Each line in the entries below that holds the word "width" belongs in the answer.

Stored items:
........

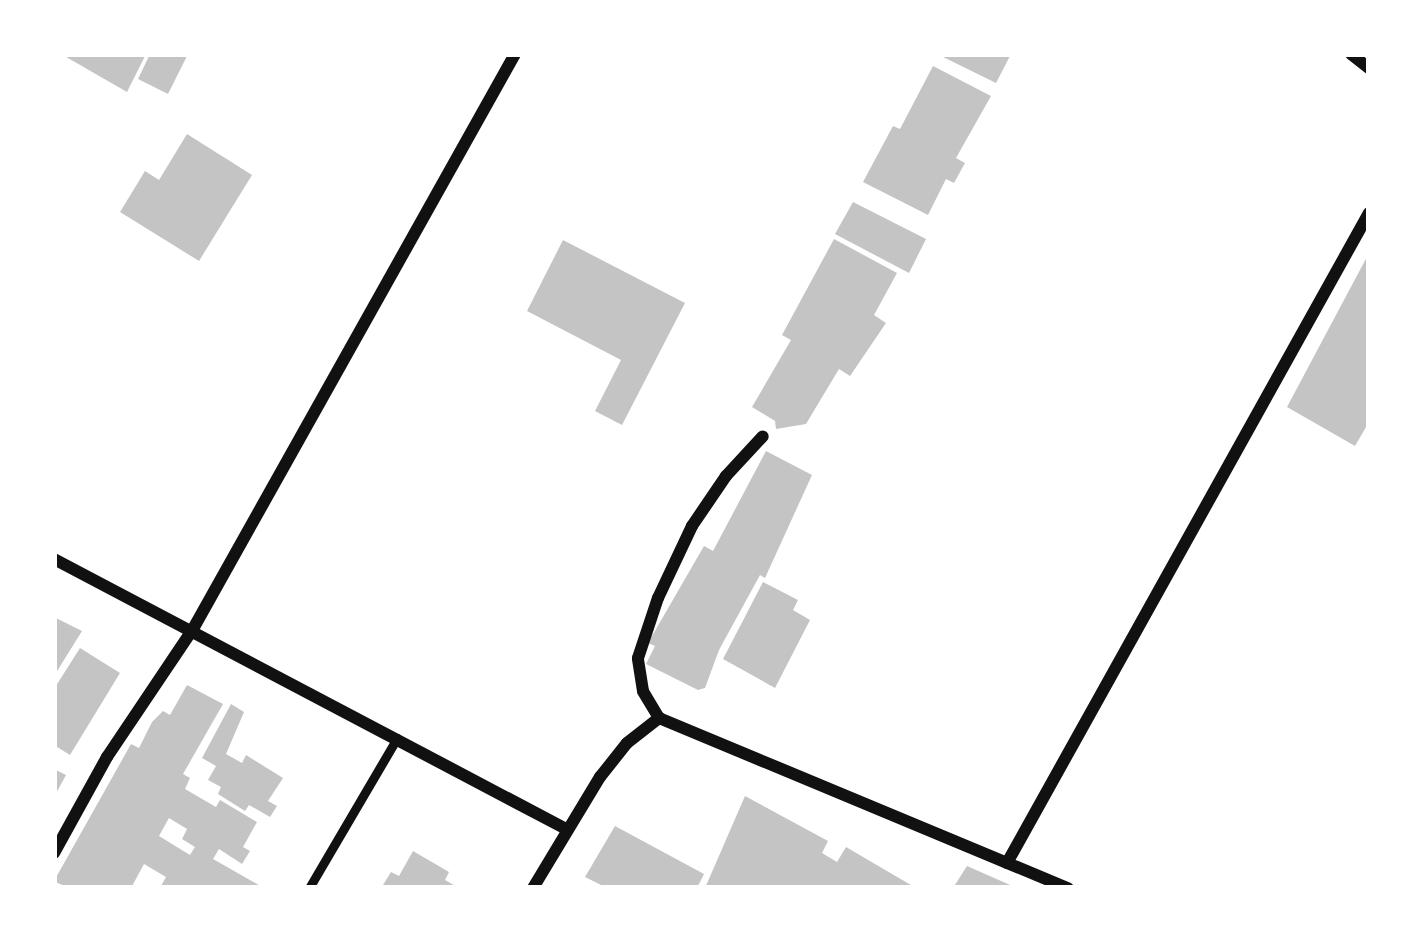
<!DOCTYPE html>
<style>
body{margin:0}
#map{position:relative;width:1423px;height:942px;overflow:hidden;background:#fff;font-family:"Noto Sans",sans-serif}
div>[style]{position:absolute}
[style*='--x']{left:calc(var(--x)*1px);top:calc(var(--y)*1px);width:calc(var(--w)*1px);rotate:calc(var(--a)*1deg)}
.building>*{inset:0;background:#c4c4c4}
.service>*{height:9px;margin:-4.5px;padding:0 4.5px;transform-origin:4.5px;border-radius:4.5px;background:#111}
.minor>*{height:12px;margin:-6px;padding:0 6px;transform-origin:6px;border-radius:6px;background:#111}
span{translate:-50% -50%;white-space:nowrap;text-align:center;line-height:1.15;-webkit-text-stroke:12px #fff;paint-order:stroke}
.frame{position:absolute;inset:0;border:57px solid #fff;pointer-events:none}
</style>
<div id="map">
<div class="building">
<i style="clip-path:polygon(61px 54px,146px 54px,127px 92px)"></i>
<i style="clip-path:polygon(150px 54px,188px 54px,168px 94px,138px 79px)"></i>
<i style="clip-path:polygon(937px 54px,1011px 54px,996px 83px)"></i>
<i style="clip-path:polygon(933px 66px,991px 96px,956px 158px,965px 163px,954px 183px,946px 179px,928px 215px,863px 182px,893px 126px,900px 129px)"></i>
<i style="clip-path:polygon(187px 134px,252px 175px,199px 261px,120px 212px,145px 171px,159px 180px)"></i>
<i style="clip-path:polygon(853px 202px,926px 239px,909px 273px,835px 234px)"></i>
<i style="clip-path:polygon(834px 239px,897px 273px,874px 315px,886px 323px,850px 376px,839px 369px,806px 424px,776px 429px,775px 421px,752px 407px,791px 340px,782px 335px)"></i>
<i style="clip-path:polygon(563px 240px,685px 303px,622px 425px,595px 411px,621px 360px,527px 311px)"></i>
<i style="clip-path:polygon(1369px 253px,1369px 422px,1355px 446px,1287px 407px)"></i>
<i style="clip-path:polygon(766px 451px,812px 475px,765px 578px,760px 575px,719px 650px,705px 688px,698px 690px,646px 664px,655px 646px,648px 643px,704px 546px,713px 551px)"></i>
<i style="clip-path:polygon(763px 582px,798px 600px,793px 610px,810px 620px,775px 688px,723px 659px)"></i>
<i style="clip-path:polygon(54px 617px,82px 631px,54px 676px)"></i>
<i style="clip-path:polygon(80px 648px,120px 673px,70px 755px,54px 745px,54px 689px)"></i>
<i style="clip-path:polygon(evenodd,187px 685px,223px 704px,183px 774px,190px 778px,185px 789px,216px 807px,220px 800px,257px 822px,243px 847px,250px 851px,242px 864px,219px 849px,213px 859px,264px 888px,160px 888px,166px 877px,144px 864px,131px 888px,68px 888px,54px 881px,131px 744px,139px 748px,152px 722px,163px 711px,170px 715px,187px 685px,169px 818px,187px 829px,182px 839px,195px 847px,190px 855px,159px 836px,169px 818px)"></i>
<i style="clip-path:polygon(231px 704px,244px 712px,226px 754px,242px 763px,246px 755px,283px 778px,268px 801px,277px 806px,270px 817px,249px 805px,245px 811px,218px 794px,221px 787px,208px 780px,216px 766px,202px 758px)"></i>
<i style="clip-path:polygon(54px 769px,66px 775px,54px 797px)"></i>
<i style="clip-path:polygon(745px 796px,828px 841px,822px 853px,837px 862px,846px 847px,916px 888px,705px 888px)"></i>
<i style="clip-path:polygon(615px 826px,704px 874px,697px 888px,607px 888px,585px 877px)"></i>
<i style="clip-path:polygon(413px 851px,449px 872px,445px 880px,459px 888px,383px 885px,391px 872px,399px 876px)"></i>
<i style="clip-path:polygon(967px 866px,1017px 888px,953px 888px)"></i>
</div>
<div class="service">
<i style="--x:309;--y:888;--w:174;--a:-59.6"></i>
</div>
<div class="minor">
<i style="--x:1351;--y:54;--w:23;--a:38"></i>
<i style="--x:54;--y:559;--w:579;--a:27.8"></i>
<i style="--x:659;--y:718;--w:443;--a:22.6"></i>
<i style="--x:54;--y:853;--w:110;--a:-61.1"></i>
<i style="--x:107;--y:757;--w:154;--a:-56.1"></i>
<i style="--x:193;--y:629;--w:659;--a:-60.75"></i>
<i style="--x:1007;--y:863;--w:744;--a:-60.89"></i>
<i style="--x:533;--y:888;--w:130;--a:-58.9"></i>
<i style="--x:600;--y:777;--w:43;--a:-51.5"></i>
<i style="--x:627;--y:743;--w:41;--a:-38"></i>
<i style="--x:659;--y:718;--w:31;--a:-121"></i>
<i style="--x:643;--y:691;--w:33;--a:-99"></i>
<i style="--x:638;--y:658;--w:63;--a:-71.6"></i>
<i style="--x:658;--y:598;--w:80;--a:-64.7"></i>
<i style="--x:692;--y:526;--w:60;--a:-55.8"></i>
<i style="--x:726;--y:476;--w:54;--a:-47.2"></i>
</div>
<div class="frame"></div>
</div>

........

* _THE ANSWER_
#map{position:relative;width:1423px;height:942px;overflow:hidden;background:#fff;font-family:"Noto Sans",sans-serif}
[style*='--x']{left:calc(var(--x)*1px);top:calc(var(--y)*1px);width:calc(var(--w)*1px);rotate:calc(var(--a)*1deg)}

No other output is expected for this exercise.